Hot topic: Why the cancer drugs market has staying power
What’s been the biggest pharma story of the last five years? Obesity drugs, of course. They are on a roll – and sales will continue to skyrocket.
This year they make up four of the top 10 selling drugs by dollar value. The big four – Ozempic, Mounjaro, Wegovy and Zepbound – are collectively expected to pull in around $60bn.
And by 2030, five of the top 10 are due to be GLP-1 weight-loss drugs, according to data analysts Evaluate Pharma.
The obesity segment is predicted to grow much faster than today’s most valuable area, cancer drugs. One forecast has sales of obesity drugs expanding at an astonishing compound annual rate of around 17%, compared to 11% for cancer drugs.
Yet the surprising thing is that cancer drugs will still represent a bigger market in 2030 than obesity drugs – potentially by quite a margin.
Forecasts vary, of course. But, taken as a whole, they suggest the oncology market will retain its preeminent position.
Two well respected outfits (Allied Market Research and KBV Research) put the oncology drugs market as being worth around $275bn in 2030. They are at the lower end. Two others, Strategic Market Research and Fortune Business Insights, pin the tail on the donkey at a little under $500bn, while Coherent Market Insights has it at $533bn.
Meanwhile, most forecasts have the obesity / weight-loss drugs market as being worth somewhere between $100bn and £175bn in 2030.
Clearly, the latter is growing from a much, much smaller base – one that was virtually non-existent just a few years ago.
But the fact there appears to be no crossover between the lower forecasts for the cancer drugs market, and the higher forecasts for the obesity drugs market, tells us something: not to underestimate the importance of the oncology market.

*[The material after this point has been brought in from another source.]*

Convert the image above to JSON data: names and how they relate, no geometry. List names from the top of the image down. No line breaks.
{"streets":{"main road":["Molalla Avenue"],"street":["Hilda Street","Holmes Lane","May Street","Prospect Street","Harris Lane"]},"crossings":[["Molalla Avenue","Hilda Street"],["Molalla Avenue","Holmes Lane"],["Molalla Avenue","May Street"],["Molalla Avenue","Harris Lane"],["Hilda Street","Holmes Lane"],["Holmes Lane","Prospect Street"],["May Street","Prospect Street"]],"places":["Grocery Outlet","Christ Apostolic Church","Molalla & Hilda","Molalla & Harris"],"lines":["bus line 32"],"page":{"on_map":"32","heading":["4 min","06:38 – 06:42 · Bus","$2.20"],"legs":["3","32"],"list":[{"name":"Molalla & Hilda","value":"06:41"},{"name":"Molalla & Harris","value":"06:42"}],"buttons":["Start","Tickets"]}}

Cancer drugs may not be the huge story they once were. The revolution wrought by the introduction of immunotherapies like Merck & Co’s Keytruda (still the world’s highest selling individual drug, topping $30bn a year, but going off patent soon), is now firmly in the rearview mirror.
Our improved understanding of the biology of cancer – that even one type of cancer is actually a myriad of different diseases, which thus requires a myriad of different drugs – also suggests a fractured future oncology market comprised of lots of ‘smaller’ drugs (in terms of $ sales, not patient impact).

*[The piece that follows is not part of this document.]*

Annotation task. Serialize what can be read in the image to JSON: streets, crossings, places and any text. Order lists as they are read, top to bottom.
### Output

By contrast, the obesity market looks set to be dominated by a few mega-blockbusters which will grab the headlines by virtue of their very size.
But those smaller slices do add up. Cancer drugs also give people facing death the hope of more life, which means that – rightly or wrongly – they are often valued more highly in dollar terms than other therapeutics.
Looking beyond 2030, the picture becomes less and less clear. Healthcare providers around the world are likely to be more cash-strapped than ever.
Will they prioritise weight-loss drugs, which show huge promise in preventing a range of obesity-related diseases, including cancer? Will they prioritise the next generation of highly promising cancer treatments, which people will no doubt demand, but are likely to be costly? Or will they somehow manage to fund both?